Stewart’s gamble pays in Vegas

? Timing the restart perfectly, Tony Stewart dove to the edge of the apron and ducked under the two cars in front of him.

With one bold move, the defending Sprint Cup champion was on his way to a redemptive win.

Stewart made a three-wide pass on a late restart and held off Jimmie Johnson at Las Vegas Motor Speedway on Sunday, winning at a track that was the site of his biggest disappointment last season.

“We had to wait 365 days for a shot at it again,” Stewart said. “I might not have been so mad on the airplane had I known I was going to win a year later.”

Stewart came back to Las Vegas with a new crew chief and the hope of having a little better luck than he had a year ago, when a pit mishap spoiled a chance at victory with what he believed to be the best car in the field.

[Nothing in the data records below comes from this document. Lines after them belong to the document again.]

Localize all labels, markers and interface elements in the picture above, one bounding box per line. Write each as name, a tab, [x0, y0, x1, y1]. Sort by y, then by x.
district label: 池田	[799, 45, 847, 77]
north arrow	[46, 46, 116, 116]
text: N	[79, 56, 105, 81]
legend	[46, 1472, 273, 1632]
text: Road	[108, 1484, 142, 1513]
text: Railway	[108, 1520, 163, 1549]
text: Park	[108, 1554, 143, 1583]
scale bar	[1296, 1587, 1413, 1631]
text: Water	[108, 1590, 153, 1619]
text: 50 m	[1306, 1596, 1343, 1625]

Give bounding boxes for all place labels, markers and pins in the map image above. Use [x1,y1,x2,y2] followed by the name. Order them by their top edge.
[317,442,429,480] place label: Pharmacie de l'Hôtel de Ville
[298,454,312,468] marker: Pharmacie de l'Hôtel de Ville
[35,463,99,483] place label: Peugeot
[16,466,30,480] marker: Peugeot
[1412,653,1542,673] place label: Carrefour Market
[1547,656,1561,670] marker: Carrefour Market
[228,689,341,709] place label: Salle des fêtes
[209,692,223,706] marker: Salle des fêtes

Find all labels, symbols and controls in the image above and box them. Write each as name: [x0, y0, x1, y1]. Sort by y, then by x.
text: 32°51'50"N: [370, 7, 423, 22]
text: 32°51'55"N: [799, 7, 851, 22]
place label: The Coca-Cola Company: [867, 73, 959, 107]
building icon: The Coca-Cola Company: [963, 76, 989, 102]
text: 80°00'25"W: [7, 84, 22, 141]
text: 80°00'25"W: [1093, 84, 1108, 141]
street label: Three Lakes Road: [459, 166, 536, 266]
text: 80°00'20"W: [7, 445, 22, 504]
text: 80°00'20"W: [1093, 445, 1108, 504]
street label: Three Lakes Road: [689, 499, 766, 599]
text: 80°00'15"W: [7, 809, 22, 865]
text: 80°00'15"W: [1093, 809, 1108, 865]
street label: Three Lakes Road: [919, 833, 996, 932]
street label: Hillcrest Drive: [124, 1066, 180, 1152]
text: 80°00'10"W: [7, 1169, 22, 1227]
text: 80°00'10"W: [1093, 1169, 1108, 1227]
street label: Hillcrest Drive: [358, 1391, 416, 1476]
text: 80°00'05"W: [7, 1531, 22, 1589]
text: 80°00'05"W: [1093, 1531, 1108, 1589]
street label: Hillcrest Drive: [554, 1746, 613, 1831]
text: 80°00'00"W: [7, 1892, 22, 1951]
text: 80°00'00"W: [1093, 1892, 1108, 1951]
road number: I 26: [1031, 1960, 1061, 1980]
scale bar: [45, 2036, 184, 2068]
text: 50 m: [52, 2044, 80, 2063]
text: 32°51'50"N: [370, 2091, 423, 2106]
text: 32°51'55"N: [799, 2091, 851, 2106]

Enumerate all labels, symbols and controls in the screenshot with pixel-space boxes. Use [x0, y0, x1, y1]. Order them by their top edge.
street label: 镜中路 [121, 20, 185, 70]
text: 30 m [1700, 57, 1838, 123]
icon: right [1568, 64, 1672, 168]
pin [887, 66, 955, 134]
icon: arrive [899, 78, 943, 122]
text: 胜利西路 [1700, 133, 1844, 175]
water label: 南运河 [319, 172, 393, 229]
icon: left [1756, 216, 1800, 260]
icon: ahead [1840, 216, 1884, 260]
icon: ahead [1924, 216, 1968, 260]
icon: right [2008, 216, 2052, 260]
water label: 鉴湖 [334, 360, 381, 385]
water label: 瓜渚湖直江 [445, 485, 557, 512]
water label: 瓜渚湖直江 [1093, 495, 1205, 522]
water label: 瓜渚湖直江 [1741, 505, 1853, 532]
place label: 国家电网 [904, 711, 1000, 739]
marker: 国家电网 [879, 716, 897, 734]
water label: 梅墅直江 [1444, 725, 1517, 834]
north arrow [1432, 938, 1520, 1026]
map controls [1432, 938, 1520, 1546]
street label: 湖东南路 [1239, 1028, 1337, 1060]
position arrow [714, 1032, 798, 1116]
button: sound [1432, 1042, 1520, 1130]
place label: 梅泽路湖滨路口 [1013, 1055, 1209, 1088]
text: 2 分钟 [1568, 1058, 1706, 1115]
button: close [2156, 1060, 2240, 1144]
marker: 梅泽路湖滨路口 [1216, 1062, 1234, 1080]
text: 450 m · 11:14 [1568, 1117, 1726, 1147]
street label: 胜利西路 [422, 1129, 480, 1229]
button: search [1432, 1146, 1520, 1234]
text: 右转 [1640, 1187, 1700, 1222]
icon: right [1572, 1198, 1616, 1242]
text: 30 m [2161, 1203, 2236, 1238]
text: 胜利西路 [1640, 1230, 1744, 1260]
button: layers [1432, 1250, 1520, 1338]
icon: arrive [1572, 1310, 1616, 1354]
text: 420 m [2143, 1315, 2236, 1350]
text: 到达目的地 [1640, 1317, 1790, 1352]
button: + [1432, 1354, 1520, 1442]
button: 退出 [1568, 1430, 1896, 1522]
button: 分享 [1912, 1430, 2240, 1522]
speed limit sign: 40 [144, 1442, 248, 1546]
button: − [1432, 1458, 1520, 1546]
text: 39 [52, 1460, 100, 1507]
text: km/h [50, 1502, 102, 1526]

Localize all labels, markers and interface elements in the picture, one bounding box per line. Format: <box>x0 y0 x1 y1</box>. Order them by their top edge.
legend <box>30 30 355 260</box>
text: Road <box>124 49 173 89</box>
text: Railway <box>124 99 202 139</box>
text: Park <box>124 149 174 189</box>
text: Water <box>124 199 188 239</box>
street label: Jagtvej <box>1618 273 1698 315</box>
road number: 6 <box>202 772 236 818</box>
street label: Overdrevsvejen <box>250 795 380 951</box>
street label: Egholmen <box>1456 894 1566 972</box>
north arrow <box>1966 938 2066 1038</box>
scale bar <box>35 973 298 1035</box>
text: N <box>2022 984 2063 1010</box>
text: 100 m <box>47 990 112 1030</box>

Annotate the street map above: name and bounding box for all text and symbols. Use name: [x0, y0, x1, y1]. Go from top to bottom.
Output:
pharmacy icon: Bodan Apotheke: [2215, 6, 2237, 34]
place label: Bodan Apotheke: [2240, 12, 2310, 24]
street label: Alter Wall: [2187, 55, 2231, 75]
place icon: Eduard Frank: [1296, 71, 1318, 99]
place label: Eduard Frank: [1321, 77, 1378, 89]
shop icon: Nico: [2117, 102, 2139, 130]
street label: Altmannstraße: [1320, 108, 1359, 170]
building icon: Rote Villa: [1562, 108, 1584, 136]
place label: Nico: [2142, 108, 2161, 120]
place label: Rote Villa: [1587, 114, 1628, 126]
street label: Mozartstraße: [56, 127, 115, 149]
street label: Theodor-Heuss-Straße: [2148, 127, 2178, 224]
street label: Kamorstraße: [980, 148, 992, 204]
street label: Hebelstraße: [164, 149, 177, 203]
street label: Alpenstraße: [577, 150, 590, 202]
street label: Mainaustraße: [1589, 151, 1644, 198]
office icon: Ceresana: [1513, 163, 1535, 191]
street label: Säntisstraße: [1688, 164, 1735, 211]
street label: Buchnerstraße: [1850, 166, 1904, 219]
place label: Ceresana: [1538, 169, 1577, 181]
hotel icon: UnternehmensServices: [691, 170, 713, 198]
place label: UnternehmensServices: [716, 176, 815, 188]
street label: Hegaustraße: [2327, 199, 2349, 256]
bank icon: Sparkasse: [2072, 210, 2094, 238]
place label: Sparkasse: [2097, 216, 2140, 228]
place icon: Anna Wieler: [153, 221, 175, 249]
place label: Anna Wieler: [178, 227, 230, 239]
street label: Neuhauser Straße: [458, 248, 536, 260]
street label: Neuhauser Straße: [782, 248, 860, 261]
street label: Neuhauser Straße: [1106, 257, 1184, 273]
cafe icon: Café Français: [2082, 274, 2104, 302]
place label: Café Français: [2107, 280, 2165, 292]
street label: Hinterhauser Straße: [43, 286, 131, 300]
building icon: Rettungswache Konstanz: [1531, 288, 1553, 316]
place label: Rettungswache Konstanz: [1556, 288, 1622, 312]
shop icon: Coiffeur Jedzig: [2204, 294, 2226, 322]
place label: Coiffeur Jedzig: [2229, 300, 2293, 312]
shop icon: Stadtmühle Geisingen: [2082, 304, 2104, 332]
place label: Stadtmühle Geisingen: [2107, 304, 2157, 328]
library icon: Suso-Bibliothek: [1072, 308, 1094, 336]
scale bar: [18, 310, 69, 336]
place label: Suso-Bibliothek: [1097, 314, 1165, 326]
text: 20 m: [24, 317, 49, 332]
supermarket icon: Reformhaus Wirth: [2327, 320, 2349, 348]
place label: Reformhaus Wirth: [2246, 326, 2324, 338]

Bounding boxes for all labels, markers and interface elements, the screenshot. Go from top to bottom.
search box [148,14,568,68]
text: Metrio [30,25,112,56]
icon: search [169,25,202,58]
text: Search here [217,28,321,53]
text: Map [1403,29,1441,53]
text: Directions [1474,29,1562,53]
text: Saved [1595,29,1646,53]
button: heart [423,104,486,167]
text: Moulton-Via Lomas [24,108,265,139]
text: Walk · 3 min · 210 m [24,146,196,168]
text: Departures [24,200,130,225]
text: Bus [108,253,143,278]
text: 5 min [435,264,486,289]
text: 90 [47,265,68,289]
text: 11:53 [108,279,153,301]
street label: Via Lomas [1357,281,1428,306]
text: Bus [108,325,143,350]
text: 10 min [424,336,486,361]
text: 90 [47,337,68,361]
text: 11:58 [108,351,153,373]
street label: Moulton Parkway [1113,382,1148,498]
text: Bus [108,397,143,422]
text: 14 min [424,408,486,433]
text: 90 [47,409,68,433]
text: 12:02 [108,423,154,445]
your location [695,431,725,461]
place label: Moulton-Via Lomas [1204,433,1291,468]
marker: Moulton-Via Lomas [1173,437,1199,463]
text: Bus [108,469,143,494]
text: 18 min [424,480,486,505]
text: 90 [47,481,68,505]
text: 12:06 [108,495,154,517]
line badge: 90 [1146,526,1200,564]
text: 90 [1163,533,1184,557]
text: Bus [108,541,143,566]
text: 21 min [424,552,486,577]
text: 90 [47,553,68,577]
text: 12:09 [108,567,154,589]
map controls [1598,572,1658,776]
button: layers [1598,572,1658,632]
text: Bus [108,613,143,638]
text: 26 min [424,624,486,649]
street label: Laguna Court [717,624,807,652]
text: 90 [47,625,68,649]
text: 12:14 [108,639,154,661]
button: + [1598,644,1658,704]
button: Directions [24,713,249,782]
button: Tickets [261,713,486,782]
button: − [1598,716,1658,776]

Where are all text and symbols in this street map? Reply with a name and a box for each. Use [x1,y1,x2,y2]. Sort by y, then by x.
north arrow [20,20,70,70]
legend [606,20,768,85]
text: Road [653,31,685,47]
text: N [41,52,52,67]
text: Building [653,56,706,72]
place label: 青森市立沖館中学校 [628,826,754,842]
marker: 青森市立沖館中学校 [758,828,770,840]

With Steve Addington calling the shots from the pit box, Stewart again had a good car in his return trip to the desert, uncatchable on the restarts and good enough to hold off Johnson, Greg Biffle and anyone else who tried to track him down.

“It’s been a long time since I’ve seen a car that fast,” said Biffle, who finished third. “On the restarts, I’ve just never seen a car driving off like that.”

Stewart got the lead with a did-he-just-do-that move with 34 laps to go in the 400-mile race.

Coming around turn 4 to the start/finish line, Stewart charged up behind Brad Keselowski and timed it just right to dip below him on the apron. He zipped to the front and stayed there, pulling away on three more less-thrilling restarts over the final 17 laps. It was his sixth win in the past 13 Sprint Cup races and first on the 1.5-mile tri-oval not far from the bright lights of the The Strip.

“We almost got too good a restart because I got such a good run on Brad, I almost got there too quick,” Stewart said.

A year ago, Stewart appeared to be cruising to Victory Lane at Las Vegas, only to be tripped up in the pits.

He was penalized for leaving his pit stall with an air hose still attached and the team opted to take two tires on a later stop to get him back to the front.